Understanding Clouds from Satellite Images


Can you classify cloud structures from satellites?

You will learn in this project how to solve an image classification problem in the climate, environment and earth sciences using the physical understanding of clouds. This project requires no prior AI knowledge. We’re going to create a computer vision machine learning (ML) model that classifies cloud organization patterns from satellite images.



The problem

Climate change has been at the top of our minds and on the forefront of important political decision-making for many years. We hope you can use this project’s dataset to help demystify an important climatic variable. Scientists, like those at Max Planck Institute for Meteorology, are leading the charge with new research on the world’s ever-changing atmosphere and they need your help to better understand the clouds.

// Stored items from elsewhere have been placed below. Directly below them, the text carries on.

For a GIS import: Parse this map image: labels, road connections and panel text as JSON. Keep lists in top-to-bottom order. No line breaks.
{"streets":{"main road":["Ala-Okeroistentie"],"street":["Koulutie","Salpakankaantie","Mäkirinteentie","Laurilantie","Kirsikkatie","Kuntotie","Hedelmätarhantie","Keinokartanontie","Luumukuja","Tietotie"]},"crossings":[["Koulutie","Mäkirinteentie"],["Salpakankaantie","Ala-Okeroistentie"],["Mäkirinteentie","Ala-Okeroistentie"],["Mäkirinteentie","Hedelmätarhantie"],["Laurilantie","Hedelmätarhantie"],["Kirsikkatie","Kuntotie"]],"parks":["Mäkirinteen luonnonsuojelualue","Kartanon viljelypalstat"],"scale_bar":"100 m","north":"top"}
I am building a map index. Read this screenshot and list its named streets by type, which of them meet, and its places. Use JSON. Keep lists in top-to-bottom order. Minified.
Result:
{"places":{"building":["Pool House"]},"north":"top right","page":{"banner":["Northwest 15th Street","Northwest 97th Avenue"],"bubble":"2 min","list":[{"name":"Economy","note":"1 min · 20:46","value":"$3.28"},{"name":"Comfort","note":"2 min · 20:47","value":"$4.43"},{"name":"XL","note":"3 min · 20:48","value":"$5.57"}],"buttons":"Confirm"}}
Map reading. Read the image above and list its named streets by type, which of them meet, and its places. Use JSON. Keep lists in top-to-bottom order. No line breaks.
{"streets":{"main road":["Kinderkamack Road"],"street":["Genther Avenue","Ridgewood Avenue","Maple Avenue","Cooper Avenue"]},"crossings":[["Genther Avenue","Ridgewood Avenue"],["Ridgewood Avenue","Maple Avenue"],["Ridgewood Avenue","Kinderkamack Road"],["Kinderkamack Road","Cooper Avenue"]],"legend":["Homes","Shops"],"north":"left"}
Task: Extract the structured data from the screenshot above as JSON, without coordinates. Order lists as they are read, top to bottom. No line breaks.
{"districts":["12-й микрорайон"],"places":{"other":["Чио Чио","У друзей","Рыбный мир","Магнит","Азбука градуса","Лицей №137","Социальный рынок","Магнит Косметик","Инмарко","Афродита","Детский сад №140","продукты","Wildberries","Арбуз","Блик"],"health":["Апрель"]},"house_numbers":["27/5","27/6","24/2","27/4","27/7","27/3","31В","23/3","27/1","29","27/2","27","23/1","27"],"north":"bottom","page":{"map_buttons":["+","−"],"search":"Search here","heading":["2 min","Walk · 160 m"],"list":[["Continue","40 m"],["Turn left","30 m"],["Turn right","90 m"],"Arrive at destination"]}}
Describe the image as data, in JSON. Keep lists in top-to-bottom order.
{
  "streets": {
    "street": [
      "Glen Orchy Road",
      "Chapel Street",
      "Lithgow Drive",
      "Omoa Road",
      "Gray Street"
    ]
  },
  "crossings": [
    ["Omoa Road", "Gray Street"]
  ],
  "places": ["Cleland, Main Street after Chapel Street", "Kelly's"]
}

Shallow clouds play a huge role in determining the Earth's climate. They’re also difficult to understand and to represent in climate models. By classifying different types of cloud organization, researchers at Max Planck hope to improve our physical understanding of these clouds, which in turn will help us build better climate models.

There are many ways in which clouds can organize, but the boundaries between different forms of organization are murky. This makes it challenging to build traditional rule-based algorithms to separate cloud features. The human eye, however, is really good at detecting features—such as clouds that resemble flowers.

Classification problems have always been around. Humans have in all times tried to classify the world around them. We try to make sense of the world by making predictive models.

Below, we will build a machine learning model that can be trained on a data set of images – satellite images of cloud organization patterns – to help scientists better understand how clouds will shape our future climate. This research will guide the development of next-generation models which could reduce uncertainties in climate projections.

Help us remove the haze from climate models and bring clarity to cloud identification. For more information on the scientific background and how the labels were created see the following paper.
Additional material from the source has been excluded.